Now let’s talk about the package content. It must be the same for all environments, following the Only Build Your Binaries Once principle popularized by Continuous Delivery   (p.113 et seq.).

Is there a case that the package may be different for the production? Yes, but he’s also the only case I know of. It is happens when the packet must be cryptographically signed or contains encrypted elements. The most common scenario is a mobile application to be published in a Store. It is understandable that the signing key for production is different from the non-production one, with the production key kept in a safe place. Unsigned data, i.e. the binaries before signing, must always be the same. The simplest technique is to use two stages, in the first the CI produces an unsigned package, in the second stage the package is signed and archived before deploying on the target environment.

In no other case packages can differ between production and non-production.

Don’ts: Retrieve release files from multiple places, leave release scripts out of the package, including database updates.

What to do with technologies assuming the use of different packages for production and for development? For example, React offers react.production.min.js or react.development.js. The general rule is that development (debug) releases… must remain confined to development, ergo the release package has only production releases. compiled in release with related optimizations. Development version must be confined to developers’ machine and never used in any pre-production environment.

But what if I need to debug in a test environment? The correct approach is to include debug information (symbols) in the release package. Installing the symbols in the target environment must be optional (you don’t want an attacker leverage your symbols), and they must be generated at the same time with the rest of the package.

Recommendation: the package construction must include the maximum amount of static checks possible with predefined rules on the allowed tolerance, e.g.:

  • the compiler must not generate warnings,
  • parsers or linters, such as Sonar, do not generate warnings,
  • quality metrics do not exceed alarm thresholds,
  • no security issues detected by the Static application security testing (SAST) tool,
  • 3rd-party libraries have no security or licensing issues according to the Software Composition Analysis (SCA) tool,
  • all automated tests (unit and integration test part applicable without installing) pass,
  • other test metrics are within tolerance (test coverage rate, re-test failures, test duration, etc.).

The list is indicative and we can reasonably foresee that technology will integrate more of these capabilities, so the distinction between the various types of analysis will become more theoretical than practical.
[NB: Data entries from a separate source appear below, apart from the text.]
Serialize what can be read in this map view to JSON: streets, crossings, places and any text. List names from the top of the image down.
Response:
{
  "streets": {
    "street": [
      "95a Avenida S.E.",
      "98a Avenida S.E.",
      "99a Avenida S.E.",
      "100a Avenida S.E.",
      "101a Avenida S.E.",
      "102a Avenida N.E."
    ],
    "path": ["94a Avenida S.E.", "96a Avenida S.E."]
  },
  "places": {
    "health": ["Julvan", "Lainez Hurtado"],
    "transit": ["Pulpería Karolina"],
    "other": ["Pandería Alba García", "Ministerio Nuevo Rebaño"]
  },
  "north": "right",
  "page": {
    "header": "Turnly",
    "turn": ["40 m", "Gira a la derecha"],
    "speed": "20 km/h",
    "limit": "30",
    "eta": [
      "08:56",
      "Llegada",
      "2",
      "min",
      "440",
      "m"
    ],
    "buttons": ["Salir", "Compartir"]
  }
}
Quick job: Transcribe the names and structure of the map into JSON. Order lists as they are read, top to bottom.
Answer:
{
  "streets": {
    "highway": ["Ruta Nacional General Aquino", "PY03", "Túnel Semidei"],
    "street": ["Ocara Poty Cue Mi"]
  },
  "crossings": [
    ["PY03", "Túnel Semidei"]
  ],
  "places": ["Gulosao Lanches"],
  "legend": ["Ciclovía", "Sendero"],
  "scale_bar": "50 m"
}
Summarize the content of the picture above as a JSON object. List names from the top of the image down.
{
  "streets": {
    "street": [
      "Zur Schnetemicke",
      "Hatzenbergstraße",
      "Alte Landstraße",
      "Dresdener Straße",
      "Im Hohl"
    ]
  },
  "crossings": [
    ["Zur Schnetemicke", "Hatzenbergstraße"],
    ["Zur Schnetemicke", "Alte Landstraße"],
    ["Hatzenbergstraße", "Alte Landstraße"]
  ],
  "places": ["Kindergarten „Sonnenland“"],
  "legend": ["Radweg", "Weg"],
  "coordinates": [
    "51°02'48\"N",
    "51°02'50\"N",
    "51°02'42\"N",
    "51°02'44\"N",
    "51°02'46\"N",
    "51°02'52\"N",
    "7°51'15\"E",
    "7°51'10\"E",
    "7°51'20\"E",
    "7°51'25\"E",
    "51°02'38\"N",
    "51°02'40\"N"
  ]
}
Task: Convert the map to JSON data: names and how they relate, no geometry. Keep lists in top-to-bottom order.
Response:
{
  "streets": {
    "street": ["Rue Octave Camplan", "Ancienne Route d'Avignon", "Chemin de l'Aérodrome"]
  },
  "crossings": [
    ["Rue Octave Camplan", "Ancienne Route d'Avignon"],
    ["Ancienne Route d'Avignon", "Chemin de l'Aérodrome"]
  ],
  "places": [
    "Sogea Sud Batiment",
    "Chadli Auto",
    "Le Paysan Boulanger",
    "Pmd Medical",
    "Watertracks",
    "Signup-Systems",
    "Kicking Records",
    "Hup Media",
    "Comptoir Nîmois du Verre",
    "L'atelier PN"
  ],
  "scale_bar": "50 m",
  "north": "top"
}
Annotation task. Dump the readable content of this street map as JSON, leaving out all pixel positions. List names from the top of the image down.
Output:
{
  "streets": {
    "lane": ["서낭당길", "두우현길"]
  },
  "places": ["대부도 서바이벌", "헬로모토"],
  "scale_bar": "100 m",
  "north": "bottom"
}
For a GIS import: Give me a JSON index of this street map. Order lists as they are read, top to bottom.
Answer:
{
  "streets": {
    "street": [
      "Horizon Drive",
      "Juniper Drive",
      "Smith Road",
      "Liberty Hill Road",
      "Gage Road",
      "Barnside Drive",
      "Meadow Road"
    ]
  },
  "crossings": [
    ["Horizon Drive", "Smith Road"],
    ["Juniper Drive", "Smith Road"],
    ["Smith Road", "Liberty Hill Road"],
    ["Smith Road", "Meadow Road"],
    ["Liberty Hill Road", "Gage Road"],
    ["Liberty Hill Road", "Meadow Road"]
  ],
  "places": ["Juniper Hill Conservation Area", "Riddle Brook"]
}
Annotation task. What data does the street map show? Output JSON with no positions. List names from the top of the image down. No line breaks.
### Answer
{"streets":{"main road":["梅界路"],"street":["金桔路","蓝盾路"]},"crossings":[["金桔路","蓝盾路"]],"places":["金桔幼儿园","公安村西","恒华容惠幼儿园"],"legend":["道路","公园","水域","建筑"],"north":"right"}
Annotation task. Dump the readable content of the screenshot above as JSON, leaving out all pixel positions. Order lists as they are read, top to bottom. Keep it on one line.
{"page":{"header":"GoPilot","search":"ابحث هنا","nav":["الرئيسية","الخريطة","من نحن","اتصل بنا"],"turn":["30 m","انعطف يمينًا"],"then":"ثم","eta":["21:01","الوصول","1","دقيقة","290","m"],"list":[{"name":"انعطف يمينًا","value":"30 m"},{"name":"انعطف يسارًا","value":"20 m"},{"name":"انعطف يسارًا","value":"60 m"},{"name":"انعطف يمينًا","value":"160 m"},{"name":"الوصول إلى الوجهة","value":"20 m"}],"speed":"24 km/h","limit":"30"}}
Avoid analysing code that is not intended for release (e.g. unit test projects), it is a waste of resource and generates only noise.

The package must have a clear identification and intrinsic traceability (source version, build identifier); intrinsic i.e. part of the package itself. Many formats, Maven JARs, NuGet, npm, allow you to store this information, leaving the responsibility for filling it in to the developer.

Are there other things besides the release package produced in this stage? Sure thing. I personally recommend:

  • debugging symbols,
  • release notes,
  • test and code quality data,
  • Bill of Materials Software (SBOM).

5. Code integration

Now let’s look at how to include code changes into the pipeline.

In my experience, to achieve Continuous Delivery, the branching strategy isn’t much of importance: trunk-based, release-branches, git-flow. The choice is linked to many factors (team size, update frequency, shared programming practices like pair programming, etc.); it is crucial that the branching model is defined in detail and agreed across all teams that collaborate on the codebase.

To support this phase, modern development platforms offer valuable features under the Pull request (PR) umbrella. Looking closer, a PR is typically made up of different elements:

  • a communication aspect because it informs the team of a code change;
  • approval by reviewers, usually excluding the author of the change;
  • it is a moment of formal verification for audit and regulations;
  • automation of quality controls through PR-triggered builds and notification to other tools such as Sonar;
  • standardize the format of commit messages, associate with work-item/ticket/issue, the allowed type of merge and more.

These elements are typically modular, by turning them on and off, the PR can suit the process the team is using. Some Agile enthusiasts insist on the downsides of PR, seen as an anti-pattern, but they often overlook the value of PR to manage quality aspects. In this respect, modern tools are very powerful and flexible. The primitive mechanism of Pre-commit hook allows you to implement part of the aforementioned but decidedly less easily.

Recommendation: Modern platforms like Azure DevOps, Bitbucket, GitHub, GitLab offer many useful features under the Pull-Request umbrella. Study how to take advantage of it without adding burden to your process.

4. The quality of the code

What are the fundamental characteristics that our code must possess to fit in the release process? In my opinion these three:

  • ease of release and deployment,
  • the possibility of simple and safe configuration distinct from the distribution package,
  • finally, it must be implemented in such a way that it is observable once in operation.

A discussion of architectures and they relation to release simplicity is beyond the scope of this article, hope I’ll be able to work on it in the future. Here, I simply assert that it is possible (easy) to make any architecture unnecessarily complex, and thus difficult to deploy. What I refer with “simplicity “? The design of the application or system is simple to release (release friendly) when it is possible to change a single module without releasing/recompiling the entire application/system. In addition, it is simple only if it has a limited number of deployment processes (at most four or five, usually one per node role), i.e. scripts that install the respective portion of the system.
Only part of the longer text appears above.